* _Prompt_
Copy out each line of the data below in which "text" appears.
-- Data provided follows --
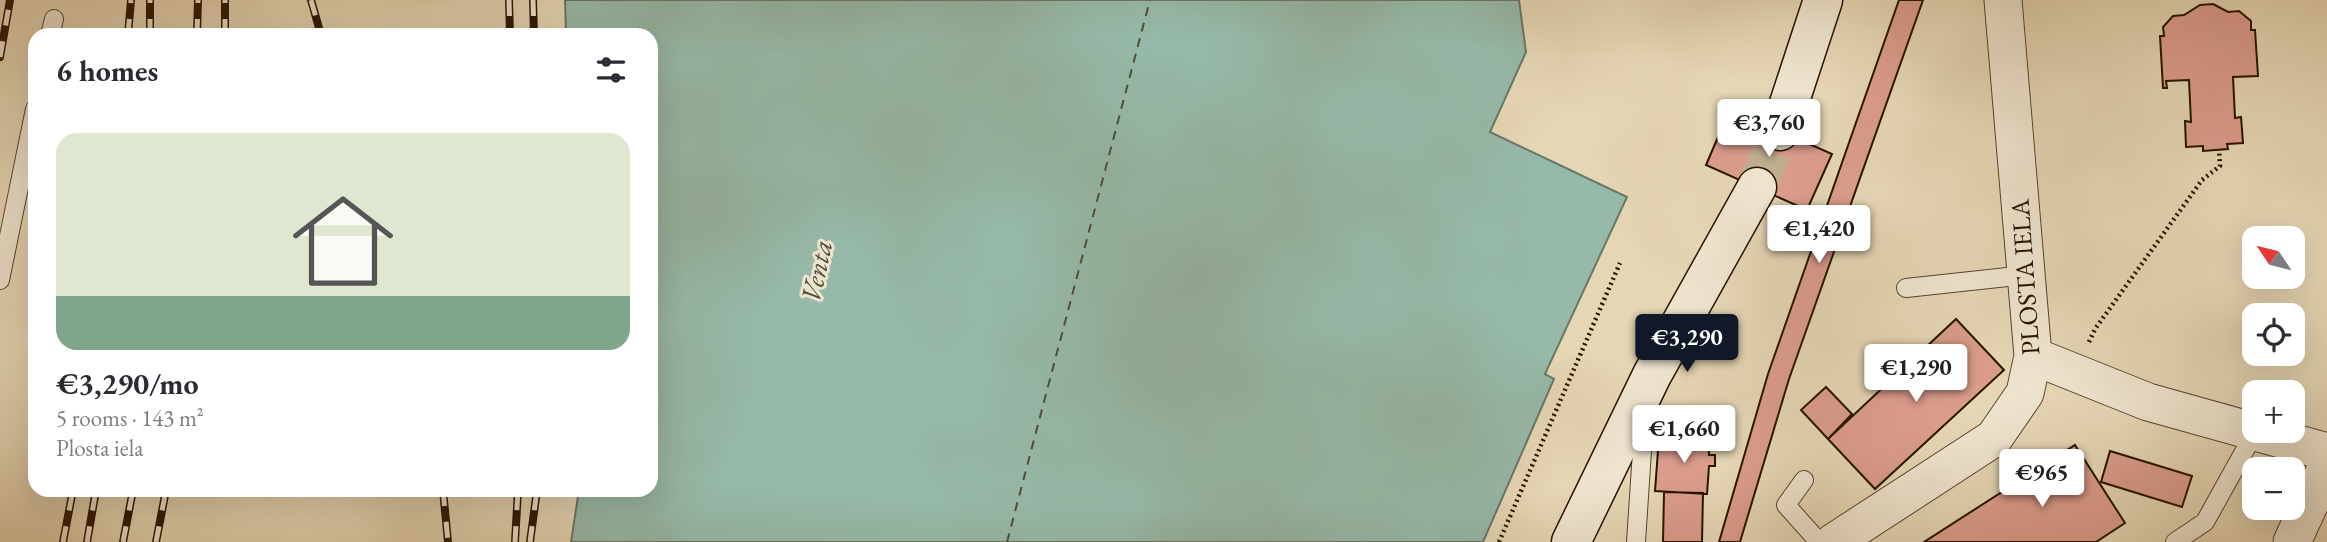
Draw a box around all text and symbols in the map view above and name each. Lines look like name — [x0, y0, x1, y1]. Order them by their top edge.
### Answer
text: 6 homes — [56, 51, 158, 90]
icon: filters — [592, 51, 630, 89]
pin: €3,760 — [1712, 100, 1826, 159]
text: €3,760 — [1733, 107, 1805, 137]
icon: home — [280, 178, 406, 304]
street label: PLOSTA IELA — [2003, 197, 2047, 356]
pin: €1,420 — [1762, 205, 1876, 265]
text: €1,420 — [1783, 213, 1855, 243]
north arrow — [2242, 226, 2305, 289]
map controls — [2242, 226, 2305, 520]
water label: Venta — [792, 237, 840, 305]
button: locate — [2242, 303, 2305, 366]
pin: €3,290 — [1630, 314, 1744, 374]
text: €3,290 — [1651, 322, 1723, 352]
pin: €1,290 — [1859, 344, 1973, 404]
text: €1,290 — [1880, 352, 1952, 382]
text: €3,290/mo — [56, 364, 199, 403]
button: + — [2242, 380, 2305, 443]
text: 5 rooms · 143 m² — [56, 403, 204, 433]
pin: €1,660 — [1627, 406, 1741, 465]
text: €1,660 — [1648, 413, 1720, 443]
text: Plosta iela — [56, 433, 143, 463]
pin: €965 — [2001, 449, 2083, 509]
text: €965 — [2015, 457, 2069, 487]
button: − — [2242, 457, 2305, 520]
-- Data provided concluded --
* _Result below_
Draw a box around all text and symbols in the map view above and name each. Lines look like name — [x0, y0, x1, y1]. Order them by their top edge.
text: 6 homes — [56, 51, 158, 90]
text: €3,760 — [1733, 107, 1805, 137]
text: €1,420 — [1783, 213, 1855, 243]
text: €3,290 — [1651, 322, 1723, 352]
text: €1,290 — [1880, 352, 1952, 382]
text: €3,290/mo — [56, 364, 199, 403]
text: 5 rooms · 143 m² — [56, 403, 204, 433]
text: €1,660 — [1648, 413, 1720, 443]
text: Plosta iela — [56, 433, 143, 463]
text: €965 — [2015, 457, 2069, 487]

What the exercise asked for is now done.